LEWISTON – Seven years ago, Bobbie Hill found herself on welfare with two children and a third on the way.
Today, the 34-year-old works full time as a hospice nurse and part time for an eye surgeon, while raising three daughters.
“I went from food stamps and not having any money – I’d call my mother to borrow money for gas – to being completely self-sufficient and owning my own home,” she said. “I love working as a nurse. I can’t imagine doing anything different.”
She made the transition by not giving up.
As a senior at Lewiston High School she was planning to go to college.
“I got pregnant. I had to re-evaluate my life,” she said. “I felt like my dreams were shot.”
Her daughter was born in February. In March she was back in class, lugging her infant to the school’s day care, juggling studying with night feedings.
After graduation, she saw college as unachievable. She moved to Solon, worked for a white water rafting company and waitressed. Despite working she was poor.
“I had MaineCare and food stamps and all the things I never wanted,” she said. “That’s not how I wanted to bring a child into the world.”
Eventually she moved back to Lewiston, fell in love, married, and had a second child. She was a stay-at-home mother, no longer on welfare.
While pregnant with her third child, her world fell apart. Her husband confessed to committing a sex crime. Police told her he couldn’t be in the home or she’d lose her children.
“I divorced him,” she said. “He hasn’t had any contact with the children since.”
She was financially worse off than before. She said she remembers thinking, “What am I going to do? I’m pregnant with two children. No job. No education. No money. I said, ‘There has to be a way for me to go to school.'”
Looking for help, she started flipping through the phone book and searched online. Lewiston Housing Authority helped get her into an apartment. After giving birth she applied for college “and for every scholarship I could find.”
Accepted in the Parents as Scholars program with the Department of Health and Human Services, Hill also won multiple scholarships. One was a nursing scholarship that gave her a monthly stipend.
Earning a bachelor’s degree in nursing wasn’t easy.
She remembers working on papers until 2 in the morning “and being so tired. I kept thinking, ‘Two more years, and it’s going to be over and I’ll be a nurse.'”
In addition to raising her girls she helped care for her mother, who was diagnosed with a terminal illness. When visiting her mother at the hospice house, Hill used to bring her homework. Her mother would give her “her two cents” from the patient’s point of view. “Those times were so wonderful,” she said.
In her senior year she had the chance to study in the Dominican Republic, but her mother was near death. Hill didn’t want to go. Her mother insisted she go. “She said, ‘You’ll never get this chance again. I promise you I’ll be here.'”
Hill went. She found the Dominican Republic “so poor. The poorest people in Lewiston-Auburn are richer than the richest people in the villages. They have dirt floors. Generations of families live in one room. They have Tylenol for cancer pain.”

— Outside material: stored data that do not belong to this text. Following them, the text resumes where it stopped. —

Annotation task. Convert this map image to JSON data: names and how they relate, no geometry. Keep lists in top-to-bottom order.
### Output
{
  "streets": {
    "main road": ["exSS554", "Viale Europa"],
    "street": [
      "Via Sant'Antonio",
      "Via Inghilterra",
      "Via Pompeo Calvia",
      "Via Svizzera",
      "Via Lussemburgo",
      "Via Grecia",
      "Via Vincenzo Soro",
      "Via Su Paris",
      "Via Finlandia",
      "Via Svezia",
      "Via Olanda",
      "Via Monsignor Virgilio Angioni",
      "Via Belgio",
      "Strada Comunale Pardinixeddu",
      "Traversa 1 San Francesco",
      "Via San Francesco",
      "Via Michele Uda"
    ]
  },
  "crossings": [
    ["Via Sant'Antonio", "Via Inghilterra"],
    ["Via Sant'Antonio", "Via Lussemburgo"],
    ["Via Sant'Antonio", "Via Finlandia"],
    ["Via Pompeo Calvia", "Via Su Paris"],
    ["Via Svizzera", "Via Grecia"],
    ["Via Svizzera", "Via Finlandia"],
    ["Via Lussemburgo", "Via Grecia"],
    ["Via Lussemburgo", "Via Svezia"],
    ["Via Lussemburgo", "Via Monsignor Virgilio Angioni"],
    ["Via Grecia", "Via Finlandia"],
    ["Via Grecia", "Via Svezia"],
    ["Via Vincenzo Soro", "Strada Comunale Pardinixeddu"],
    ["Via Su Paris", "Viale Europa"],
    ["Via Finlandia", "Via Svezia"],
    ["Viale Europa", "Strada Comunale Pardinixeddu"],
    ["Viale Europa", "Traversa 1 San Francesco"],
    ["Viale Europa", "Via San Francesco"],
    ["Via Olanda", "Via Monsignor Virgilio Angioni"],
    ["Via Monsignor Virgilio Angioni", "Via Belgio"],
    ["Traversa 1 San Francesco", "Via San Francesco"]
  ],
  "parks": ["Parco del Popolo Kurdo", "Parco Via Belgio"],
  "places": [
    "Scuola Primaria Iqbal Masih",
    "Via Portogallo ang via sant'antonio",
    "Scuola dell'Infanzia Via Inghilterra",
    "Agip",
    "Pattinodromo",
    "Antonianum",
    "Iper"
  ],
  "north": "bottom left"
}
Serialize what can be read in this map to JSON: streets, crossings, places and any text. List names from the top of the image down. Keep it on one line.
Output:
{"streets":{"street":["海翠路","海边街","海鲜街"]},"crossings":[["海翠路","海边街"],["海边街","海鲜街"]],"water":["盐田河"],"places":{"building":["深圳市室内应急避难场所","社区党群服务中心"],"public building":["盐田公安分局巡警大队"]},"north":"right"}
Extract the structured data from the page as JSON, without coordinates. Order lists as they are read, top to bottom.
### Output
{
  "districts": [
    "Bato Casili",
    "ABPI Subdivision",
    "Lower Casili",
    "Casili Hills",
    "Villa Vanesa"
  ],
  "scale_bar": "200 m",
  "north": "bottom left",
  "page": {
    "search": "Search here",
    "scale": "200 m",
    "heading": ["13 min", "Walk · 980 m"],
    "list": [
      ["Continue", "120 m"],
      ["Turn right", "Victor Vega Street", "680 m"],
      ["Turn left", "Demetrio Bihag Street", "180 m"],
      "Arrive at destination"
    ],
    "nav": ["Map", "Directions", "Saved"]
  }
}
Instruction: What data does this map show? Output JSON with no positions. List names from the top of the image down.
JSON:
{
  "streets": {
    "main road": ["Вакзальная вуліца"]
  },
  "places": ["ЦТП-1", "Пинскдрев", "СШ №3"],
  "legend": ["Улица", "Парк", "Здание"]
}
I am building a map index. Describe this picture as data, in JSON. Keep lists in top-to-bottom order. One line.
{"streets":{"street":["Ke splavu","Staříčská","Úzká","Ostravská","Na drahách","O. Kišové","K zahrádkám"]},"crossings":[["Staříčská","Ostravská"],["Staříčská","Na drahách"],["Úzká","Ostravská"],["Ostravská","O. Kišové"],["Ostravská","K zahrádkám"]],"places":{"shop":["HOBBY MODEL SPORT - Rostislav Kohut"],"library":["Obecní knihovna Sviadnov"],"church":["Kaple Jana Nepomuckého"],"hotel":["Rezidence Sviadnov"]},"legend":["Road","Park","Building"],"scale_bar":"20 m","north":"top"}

While there, she received word she had to come home. Her mother was dying. Hill returned home in time; her mother was still talking.
“I got to say goodbye,” she said. Her mother congratulated her on her upcoming graduation.
Hill credits her parents with her getting through college. They instilled “the ability to get through all these trials I’ve been through. Other people turned to drugs and alcohol, but you have a choice. Give up or fight.”
To high school students or single parents who think they can’t go to college, Hill advises “not to ever say you can’t. There is help out there. There are resources. They’re not going to fall in your lap.”
It is tough going to college while raising children or working, she said.
“But it will pass,” Hill said. “There are bigger things on the other side.”